# Breakthrough - Small, But I'll Take It!



## MarriedWifeInLove (May 28, 2010)

I'm just so excited, a small, but important breakthrough in my quest to change the dynamic of my marriage and improve or re-ignite our intimacy and sexual relationship and I wanted to share it with those that have helped me so much.

The last week, my husband has been acting "different." The only way to put this into words is he is initiating more conversation with me, he is phrasing what he says to me so as it does not sound like criticism, he is helping out more (cooked dinner twice this week and asked me if he needed to run any errands), and he is still initiating the majority of the phone calls, though I have thrown him one or two.

Well last night was a BIG hurdle (at least for me/us). We were in the bedroom watching TV and he was complaining that he couldn't get to sleep and was very tired. I teasingly said "how about some "exercise" to help you get to sleep, are you interested?" I expected, based on past history that I would be promptly rejected, he then said "I'm interested, but very tired."

Woot-woot! Now to some this may seem insigificant, but to me - it was HUGE. He let me know, in a loving and caring way that yes - he was interested, i.e., wanted me, but that he was tired. I actually had a smile on my face. I told him "I appreciate that you are interested and I'm sorry you're tired, we'll get that exercise some other time." I was ok - while I was rejected, he was cognizant of "how" he was rejecting me and let me down easy and gave me a "reason" why he wasn't interested and a valid one at that.

Never thought I would be happy about the "way" I was rejected, but this was a big step. Not a flat-out NO, not a "is that all you think about is sex," not a "I don't feel well, can't you see that?" It made a big difference in how "I" felt about the rejection - I was okay with it, didn't feel let down and didn't feel as though I wasn't wanted.

So...a small breakthrough to some, but huge to me.

Just wanted to share! :smthumbup:


----------



## CallaLily (Jan 13, 2011)

Yay!!! :smthumbup:

Sometimes small things can turn into bigger things!


----------



## IanIronwood (Jan 7, 2011)

MarriedWifeInLove said:


> I'm just so excited, a small, but important breakthrough in my quest to change the dynamic of my marriage and improve or re-ignite our intimacy and sexual relationship and I wanted to share it with those that have helped me so much.
> 
> The last week, my husband has been acting "different." The only way to put this into words is he is initiating more conversation with me, he is phrasing what he says to me so as it does not sound like criticism, he is helping out more (cooked dinner twice this week and asked me if he needed to run any errands), and he is still initiating the majority of the phone calls, though I have thrown him one or two.
> 
> ...


Congrats! Although, perhaps you should have encouraged him with positive reinforcement by offering to "do him" and let him pass out. That's my usual response to "I'm too tired."


----------



## SadSamIAm (Oct 29, 2010)

I am glad that this is a small 'breakthrough' for you. For me, it is just another excuse.
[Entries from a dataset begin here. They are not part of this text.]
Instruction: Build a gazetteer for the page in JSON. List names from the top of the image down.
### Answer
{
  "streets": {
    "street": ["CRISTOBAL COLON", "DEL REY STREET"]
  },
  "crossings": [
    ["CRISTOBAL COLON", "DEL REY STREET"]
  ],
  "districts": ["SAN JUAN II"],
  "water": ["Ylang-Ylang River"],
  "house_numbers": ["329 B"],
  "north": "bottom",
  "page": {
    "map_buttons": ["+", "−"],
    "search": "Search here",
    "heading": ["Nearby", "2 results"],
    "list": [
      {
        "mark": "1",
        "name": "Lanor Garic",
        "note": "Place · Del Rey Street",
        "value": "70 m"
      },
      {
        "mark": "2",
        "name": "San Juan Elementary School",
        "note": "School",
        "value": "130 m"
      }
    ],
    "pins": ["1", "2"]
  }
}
She will sit up until 1:00am watching TV, folding laundry, whatever to avoid me. Then when she comes to bed, she says, "Sorry, it is too late, I am tired".


----------



## IanIronwood (Jan 7, 2011)

SadSamIAm said:


> I am glad that this is a small 'breakthrough' for you. For me, it is just another excuse.
> 
> She will sit up until 1:00am watching TV, folding laundry, whatever to avoid me. Then when she comes to bed, she says, "Sorry, it is too late, I am tired".


Heh. Set the clocks back.


----------



## Draguna (Jan 13, 2011)

Heh, I'm glad for you MWIL. Hope this continues and as far as rejections go, this is how they should go.


----------



## Catherine602 (Oct 14, 2010)

Yeaaa Next tim maybe offer bj tell him to relax and enjoy. Of course you don't want to get into a habit of giving to him with no reciprocation but once in a while to prime the pump would not hurt.
_Posted via Mobile Device_


----------



## MarriedWifeInLove (May 28, 2010)

CallaLily said:


> Yay!!! :smthumbup:
> 
> Sometimes small things can turn into bigger things!


What I'm counting on....:rofl:


----------



## MarriedWifeInLove (May 28, 2010)

SadSamIAm said:


> I am glad that this is a small 'breakthrough' for you. For me, it is just another excuse.
> 
> She will sit up until 1:00am watching TV, folding laundry, whatever to avoid me. Then when she comes to bed, she says, "Sorry, it is too late, I am tired".


Sorry for you. We were actually in bed together and I could TELL that he was actually tired, the very first time he's said - I'm interested, but tired. 

Normally it's just a NO or hell no, or is that all you think about or I don't feel good...so little steps!


----------



## MarriedWifeInLove (May 28, 2010)

IanIronwood said:


> Congrats! Although, perhaps you should have encouraged him with positive reinforcement by offering to "do him" and let him pass out. That's my usual response to "I'm too tired."


I thought about it, but he REALLY was trying to get to sleep, kept yawning.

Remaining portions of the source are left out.